Accessing Jupyter Notebook#

Jupyter Notebook is an interactive computational environment, in which you can combine code execution, rich text, mathematics, plots and rich media.

Features of Jupyter Notebook#

  1. Can be run from any web browser

  2. Can run cell-by-cell to understand code easier

  3. Easy to host server-side and useful for security

Starting and Accessing Jupyter Notebook#

Practice 1: Start Jupyter Notebook#

Tip

  • Sometimes you might not be able to activate your virtual environment because of another Anaconda installation. In that case, please make a new virtual environment (see Lesson 1.5)

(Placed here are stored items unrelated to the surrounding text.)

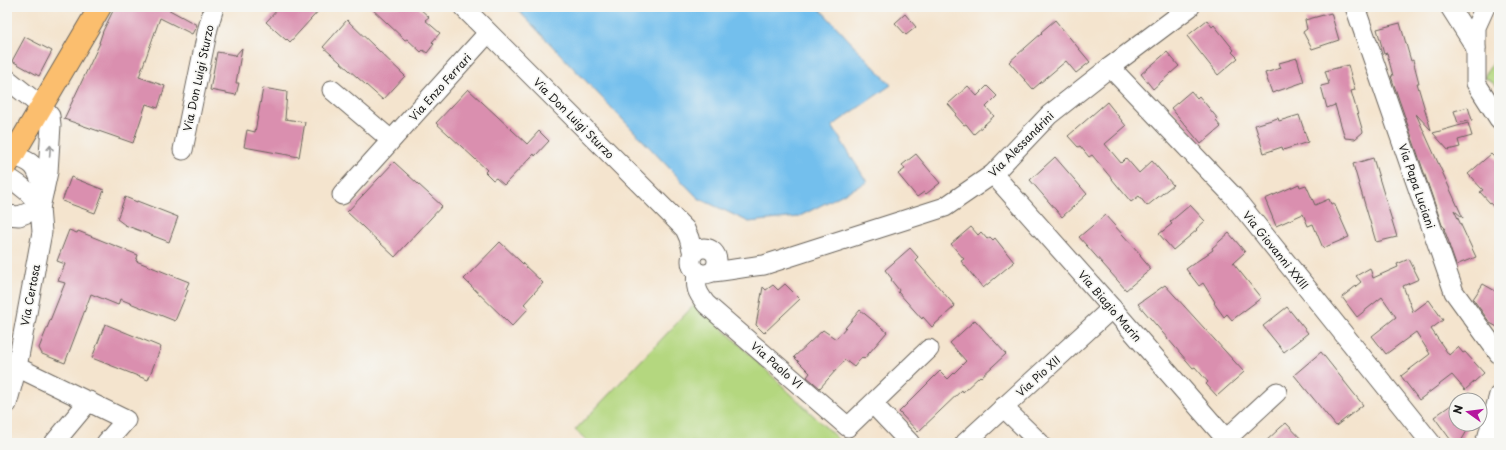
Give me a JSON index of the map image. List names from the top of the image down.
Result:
{
  "streets": {
    "street": [
      "Via Don Luigi Sturzo",
      "Via Enzo Ferrari",
      "Via Alessandrini",
      "Via Papa Luciani",
      "Via Giovanni XXIII",
      "Via Certosa",
      "Via Biagio Marin",
      "Via Paolo VI",
      "Via Pio XII"
    ]
  },
  "crossings": [
    ["Via Don Luigi Sturzo", "Via Enzo Ferrari"],
    ["Via Don Luigi Sturzo", "Via Alessandrini"],
    ["Via Don Luigi Sturzo", "Via Paolo VI"],
    ["Via Alessandrini", "Via Giovanni XXIII"],
    ["Via Alessandrini", "Via Biagio Marin"],
    ["Via Alessandrini", "Via Paolo VI"],
    ["Via Biagio Marin", "Via Pio XII"]
  ],
  "north": "left"
}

Log-in to the remote machine and activate your virtual environment. Then, start Jupyter Notebook to obtain the notebook link.

Tip

  • jupyter notebook --no-browser --port=8888: start up the jupyter notebook on port 8888

Expected output

../_images/Practice_1_1.png

Practice 2: Forward the remote server port to your local port#

  1. Go to SSH on the bottom of the left pane to expand the menu and then click on Tunnels.

  2. Enter the port number (8888 in the example, try 8889, 8890, etc. if it gives an error) that you want to use to access Jupyter on your local machine in Source port. Set the destination as localhost:8888 where :8888 is the number of the port that Jupyter Notebook is running on. Then click the Add button, and the ports should appear in the Forwarded ports list.

    ../_images/putty_port.png
  3. Save your configuration for later use (see Lesson 1.4).

Tip

  • ssh -N -f -L localhost:YYYY:localhost:XXXX *groupname*@130.34.234.40: forward port XXXX to YYYY and listen to it

Open another Command Prompt (Shell > New Window). In order to run Jupyter Notebook from your browser, forward this to port 8888 of your machine. (Try 8889, 8890, etc. if it gives an error)

Expected output

../_images/Practice_21.png

Practice 3: Opening Jupyter Notebook on Your Browser#

Open any browser (Google Chrome, etc.) and copy-paste the Jupyter Notebook URL from the old terminal. Change the host port number from the new terminal.

Expected output

../_images/Practice_3.png

Python vs Jupyter Notebook#

In Jupyter Notebook, the file is saved with the extension .ipynb. For many purposes, sometimes the raw python file .py is necessary, especially when using the cluster machine.

We will try to make a simple program in both .ipynb and .py.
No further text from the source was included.